En conséquence, le champ de l’habilitation à légiférer par voie d’ordonnance sur ces sujets a été sensiblement restreint, tout en laissant une marge de manoeuvre au Gouvernement pour traduire dans la loi les mesures issues du dialogue social.
À mon initiative, la commission a également tiré les conséquences de la loi du 12 mars 2012 en matière de représentation équilibrée entre les femmes et les hommes dans les différentes instances de la fonction publique. Elle a donc actualisé les dispositions statutaires pour y introduire l’obligation de respecter une proportion minimale de 40 % de personnes de chaque sexe dans toute une série d’instances de niveau territorial ou national, que je n’ai pas le temps de vous citer. Elle a également réformé le congé pour maternité ou pour adoption et le congé de paternité et d’accueil de l’enfant des agents publics afin de favoriser l’exercice conjoint de la parentalité entre les hommes et les femmes au moment de la naissance ou de l’adoption.
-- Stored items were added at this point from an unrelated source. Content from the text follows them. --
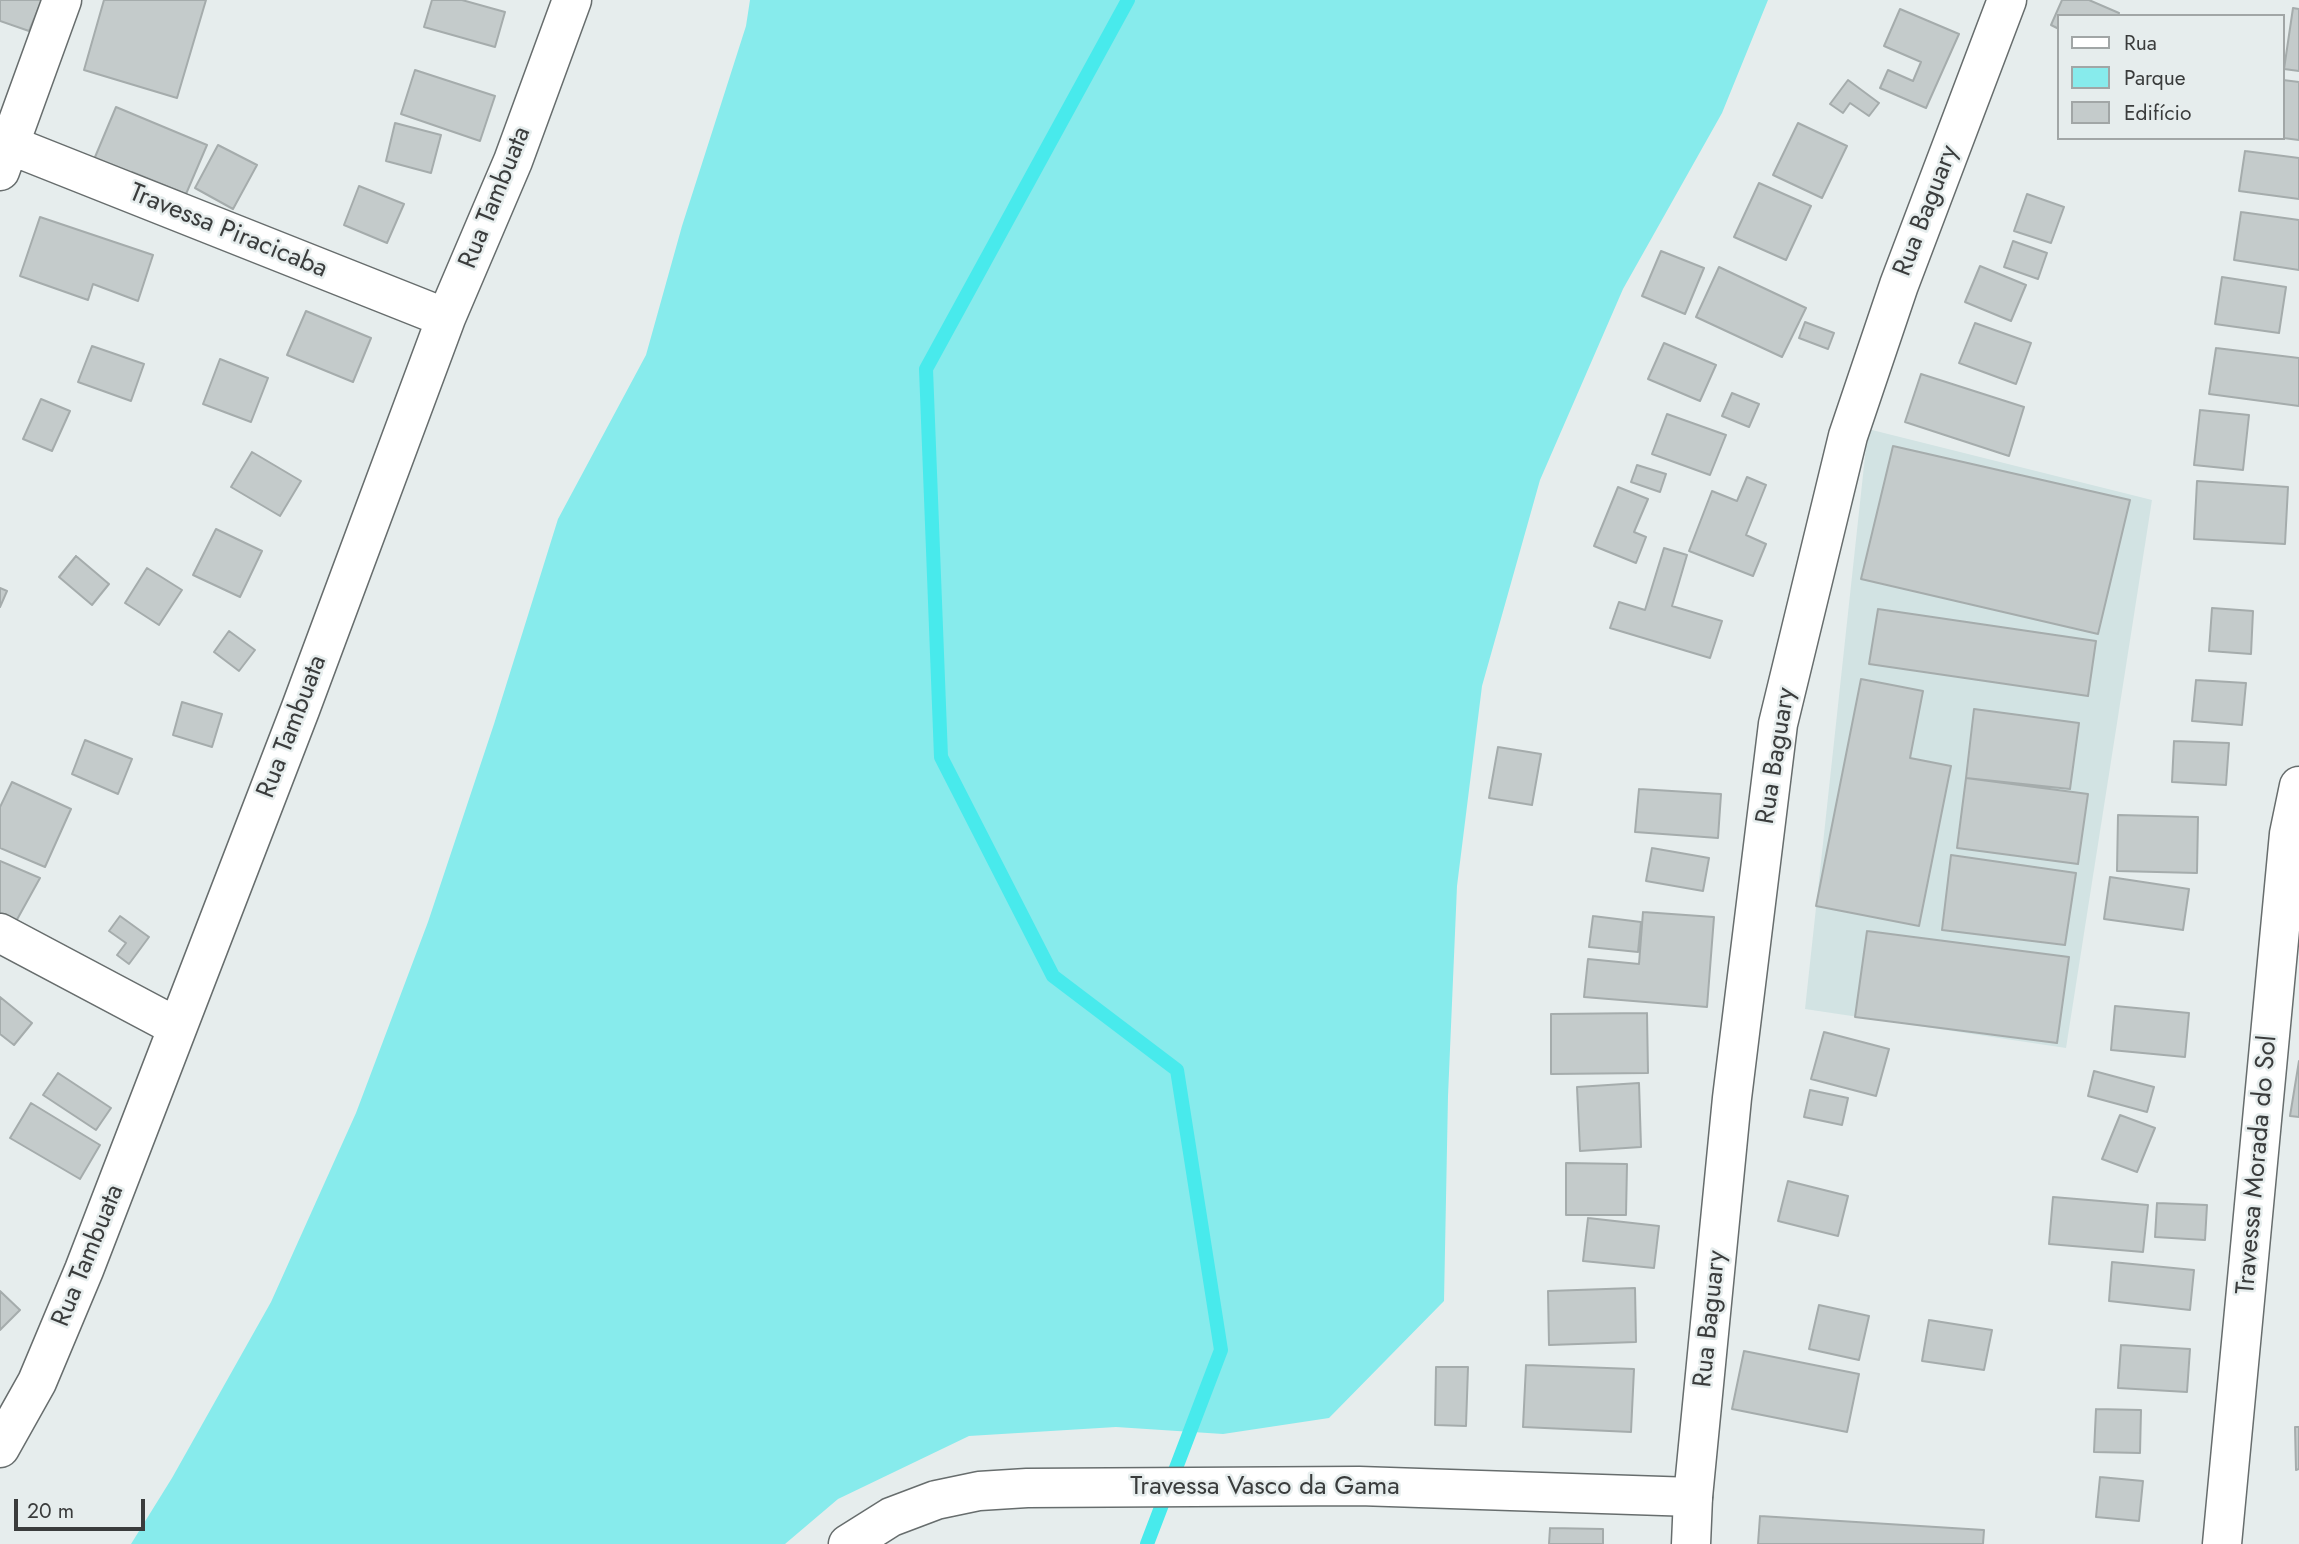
<!DOCTYPE html>
<meta charset="utf-8">
<style>
body{margin:0}
#map{position:relative;width:2299px;height:1544px;overflow:hidden;background:#e6eded;font-family:Jost,sans-serif}
canvas{display:block}
.legend{position:absolute;left:2057px;top:14px;width:228px;height:126px;box-sizing:border-box;background:#e6eded;border:2px solid #a1a6a6;margin:0;padding:9px 12px;list-style:none;font-size:21px;color:#3a3c3c}
.legend li{display:flex;align-items:center;gap:14px;height:35px}
.legend b{width:35px;border:2px solid #a1a6a6}
.scale{position:absolute;left:14px;top:1499px;width:131px;height:32px;box-sizing:border-box;border:4px solid #3a3c3c;border-top:0;padding-left:9px;font-size:21px;line-height:24px;white-space:nowrap;color:#3a3c3c;-webkit-text-stroke:5px #e6eded;paint-order:stroke}
</style>
<div id="map">
<canvas width="2299" height="1544"></canvas>
<ul class="legend">
<li><b style="height:9px;background:#fff"></b>Rua</li>
<li><b style="height:19px;background:#87ebec"></b>Parque</li>
<li><b style="height:19px;background:#c4cbcb"></b>Edifício</li>
</ul>
<div class="scale">20 m</div>
</div>
<script>
const g = document.querySelector('canvas').getContext('2d');
g.lineJoin = 'round';
function fillPath(path, color) {
  g.fillStyle = color;
  g.fill(path, 'evenodd');
}
function shape(rows) {
  const path = new Path2D();
  for (const r of rows) {
    path.moveTo(r[0], r[1]);
    for (let i = 2; i < r.length; i += 2) path.lineTo(r[i], r[i + 1]);
  }
  return path;
}
function stroke(path, color, width, dash) {
  g.strokeStyle = color;
  g.lineWidth = width;
  g.lineCap = dash ? 'butt' : 'round';
  g.setLineDash(dash || []);
  g.stroke(path);
}
function label(font, color, halo, rows, align = 'center') {
  g.font = font + ' Jost,sans-serif';
  g.lineWidth = 5;
  g.setLineDash([]);
  g.textBaseline = 'middle';
  g.strokeStyle = halo;
  g.fillStyle = color;
  for (const [text, x, y, turn = 0] of rows) {
    g.save();
    g.translate(x, y);
    g.rotate((+turn || 0) * Math.PI / 180);
    g.textAlign = isNaN(turn) ? turn : align;
    if (halo) g.strokeText(text, 0, 0);
    g.fillText(text, 0, 0);
    g.restore();
  }
}
fillPath(shape([
 [1868,429,2152,500,2066,1048,1805,1009]
]), '#d2e3e3');
fillPath(shape([
 [750,0,1768,0,1722,113,1623,289,1540,480,1482,686,1457,886,1448,1096,1444,1301,1329,1418,1223,1434,1116,1427,969,1436,838,1499,785,1544,131,1544,172,1478,271,1302,356,1113,428,922,494,724,558,519,646,355,682,226,746,26]
]), '#87ebec');
stroke(shape([
 [1128,0,926,369,941,757,1053,976,1177,1070,1221,1350,1147,1544]
]), '#48eaec', 14);
const building = shape([
 [0,0,42,0,29,31,0,21,0,0],
 [104,0,206,0,177,98,84,70,104,0],
 [432,0,462,0,505,12,495,47,424,27,432,0],
 [2062,0,2089,0,2119,13,2118,16,2059,16,2059,29,2051,25,2062,0],
 [2293,8,2299,9,2299,71,2284,69,2293,8],
 [1900,9,1959,34,1926,108,1880,88,1888,70,1913,81,1921,62,1884,46,1900,9],
 [415,70,495,96,480,141,401,114,415,70],
 [1848,80,1879,103,1869,116,1850,103,1843,113,1830,104,1848,80],
 [2283,80,2299,82,2299,140,2283,138,2283,80],
 [116,107,207,145,186,194,132,172,127,184,90,169,116,107],
 [395,123,441,135,431,173,386,161,395,123],
 [1798,123,1847,146,1822,198,1773,175,1798,123],
 [218,145,257,165,233,209,195,188,218,145],
 [2245,151,2299,158,2299,199,2239,191,2245,151],
 [1759,183,1811,206,1786,260,1734,237,1759,183],
 [359,186,404,204,387,243,344,225,359,186],
 [2027,194,2064,207,2051,243,2014,231,2027,194],
 [2241,212,2299,220,2299,270,2234,260,2241,212],
 [40,217,153,255,138,301,93,284,88,300,20,276,40,217],
 [2013,241,2047,253,2038,279,2004,267,2013,241],
 [1661,251,1704,268,1685,314,1642,296,1661,251],
 [1980,266,2026,285,2011,321,1965,302,1980,266],
 [1719,267,1806,308,1782,357,1696,317,1719,267],
 [2222,277,2286,287,2279,333,2215,324,2222,277],
 [306,311,371,338,353,382,287,355,306,311],
 [1805,322,1834,333,1828,349,1799,338,1805,322],
 [1975,323,2031,343,2016,384,1959,363,1975,323],
 [1664,343,1716,365,1700,401,1648,379,1664,343],
 [92,346,144,364,131,401,78,382,92,346],
 [2216,348,2299,358,2299,406,2209,394,2216,348],
 [220,359,268,378,251,422,203,404,220,359],
 [1921,374,2024,407,2009,456,1905,422,1921,374],
 [1732,393,1759,404,1749,427,1722,416,1732,393],
 [41,399,70,411,52,451,23,439,41,399],
 [2200,410,2249,415,2243,470,2194,465,2200,410],
 [1667,414,1726,435,1710,475,1652,454,1667,414],
 [1893,446,2130,500,2098,634,1861,579,1893,446],
 [252,452,301,481,280,516,231,487,252,452],
 [1637,465,1666,474,1660,492,1631,482,1637,465],
 [1747,477,1766,485,1746,535,1766,544,1753,576,1689,551,1712,491,1737,501,1747,477],
 [2197,481,2288,487,2285,544,2194,539,2197,481],
 [1618,487,1648,499,1634,532,1646,537,1636,563,1594,546,1618,487],
 [216,529,262,551,240,597,193,575,216,529],
 [1664,548,1687,555,1672,606,1722,621,1710,658,1610,628,1619,602,1645,610,1664,548],
 [76,556,109,584,92,605,59,577,76,556],
 [147,568,182,590,159,625,125,603,147,568],
 [0,588,7,591,0,607,0,588],
 [2212,608,2253,611,2251,654,2209,651,2212,608],
 [1878,609,2096,641,2088,696,1869,664,1878,609],
 [229,631,255,650,239,671,214,652,229,631],
 [1861,679,1923,691,1910,758,1951,766,1919,926,1816,906,1861,679],
 [2196,680,2246,683,2242,725,2192,721,2196,680],
 [182,702,222,714,212,747,173,735,182,702],
 [1974,709,2079,723,2070,789,1966,778,1974,709],
 [85,740,132,759,118,794,72,774,85,740],
 [2174,741,2229,743,2226,785,2172,782,2174,741],
 [1498,747,1541,754,1532,805,1489,798,1498,747],
 [1966,778,2088,794,2078,864,1957,848,1966,778],
 [12,782,71,809,45,867,0,848,0,807,12,782],
 [1639,789,1721,794,1718,838,1635,832,1639,789],
 [2118,815,2198,817,2197,873,2117,871,2118,815],
 [1652,848,1709,858,1703,891,1646,881,1652,848],
 [1951,855,2076,873,2065,945,1942,930,1951,855],
 [0,861,40,878,14,925,0,918,0,861],
 [2110,877,2189,889,2183,930,2104,919,2110,877],
 [1643,912,1714,917,1707,1007,1584,997,1588,959,1639,964,1643,912],
 [120,916,149,937,129,964,117,955,126,943,109,931,120,916],
 [1593,916,1641,922,1638,952,1589,947,1593,916],
 [1867,931,2069,957,2057,1043,1855,1017,1867,931],
 [0,997,32,1023,14,1045,0,1034,0,997],
 [2115,1006,2189,1013,2185,1057,2111,1050,2115,1006],
 [1647,1013,1648,1073,1551,1074,1551,1014,1647,1013],
 [1824,1032,1889,1049,1876,1096,1811,1079,1824,1032],
 [2299,1061,2299,1117,2290,1116,2299,1061],
 [2094,1071,2154,1087,2147,1112,2088,1096,2094,1071],
 [58,1073,111,1108,96,1130,43,1095,58,1073],
 [1639,1083,1641,1147,1580,1151,1577,1087,1639,1083],
 [1810,1090,1848,1098,1842,1125,1804,1117,1810,1090],
 [31,1103,100,1145,80,1179,10,1138,31,1103],
 [2120,1115,2155,1128,2137,1172,2102,1159,2120,1115],
 [1566,1163,1627,1164,1626,1215,1566,1215,1566,1163],
 [1788,1181,1848,1196,1838,1236,1778,1221,1788,1181],
 [2053,1197,2148,1205,2143,1252,2049,1244,2053,1197],
 [2157,1203,2207,1205,2205,1240,2155,1237,2157,1203],
 [1588,1218,1659,1226,1654,1268,1583,1261,1588,1218],
 [2112,1262,2194,1270,2190,1310,2109,1301,2112,1262],
 [1635,1288,1636,1342,1549,1345,1548,1291,1635,1288],
 [0,1291,20,1310,0,1330,0,1291],
 [1819,1305,1869,1316,1859,1360,1809,1349,1819,1305],
 [1929,1320,1992,1330,1984,1370,1922,1361,1929,1320],
 [2121,1345,2190,1349,2187,1392,2118,1388,2121,1345],
 [1744,1351,1859,1374,1847,1432,1732,1409,1744,1351],
 [1526,1365,1634,1369,1631,1432,1523,1427,1526,1365],
 [1436,1367,1468,1367,1466,1426,1435,1425,1436,1367],
 [2096,1409,2141,1410,2140,1453,2094,1452,2096,1409],
 [2295,1427,2299,1427,2299,1469,2296,1470,2295,1427],
 [2100,1477,2143,1481,2139,1521,2096,1517,2100,1477],
 [1760,1516,1984,1530,1983,1544,1758,1544,1760,1516],
 [1550,1528,1603,1529,1603,1544,1549,1544,1550,1528]
]);
fillPath(building, '#c4cbcb');
stroke(building, '#a5acac', 2);
const street = shape([
 [10,145,446,318],
 [0,171,62,0],
 [0,933,177,1027],
 [0,1448,37,1382,84,1270,300,710,446,318,513,161,572,0],
 [848,1544,891,1517,936,1500,979,1491,1027,1488,1359,1486,1693,1497],
 [2222,1544,2289,834,2299,786]
]);
const secondary = shape([
 [1691,1544,1693,1497,1732,1098,1778,724,1848,436,1899,285,2007,0]
]);
stroke(street, '#676d6d', 41);
stroke(secondary, '#676d6d', 41);
stroke(street, '#fff', 38);
stroke(secondary, '#fff', 38);
label('26px', '#3a3c3c', '#e6eded', [
 ["Rua Tambuata",496,198,-68],
 ["Rua Baguary",1927,211,-69],
 ["Travessa Piracicaba",228,232,22],
 ["Rua Tambuata",293,727,-69],
 ["Rua Baguary",1777,756,-81],
 ["Travessa Morada do Sol",2258,1165,-85],
 ["Rua Tambuata",89,1256,-68],
 ["Rua Baguary",1711,1319,-84],
 ["Travessa Vasco da Gama",1265,1488]
]);
</script>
À mon initiative et à celle du Gouvernement, la commission a par ailleurs renforcé les obligations des employeurs publics vis-à-vis de leurs agents. Elle a permis de mieux protéger l’identité des membres des forces spéciales et de leur appliquer certains bénéfices du code des pensions militaires d’invalidité et des victimes de guerre. Elle a aussi étendu le champ d’application de l’action sociale aux établissements publics de coopération intercommunale et permis aux médecins de prévention qui le souhaitent de poursuivre leur activité jusqu’à l’âge de soixante-treize ans.
Par ailleurs, la commission a adopté plusieurs amendements visant à renforcer l’efficacité de la procédure disciplinaire. Elle a précisé le point de départ du délai de prescription de l’action disciplinaire et l’a aligné sur celui de l’action publique pour les crimes et les délits. Elle a généralisé au sein des sanctions du premier groupe l’exclusion temporaire de fonctions, pour une durée maximale de trois jours, et supprimé la présence du juge administratif lors des conseils de discipline dans la fonction publique territoriale, à l’identique des deux autres fonctions publiques.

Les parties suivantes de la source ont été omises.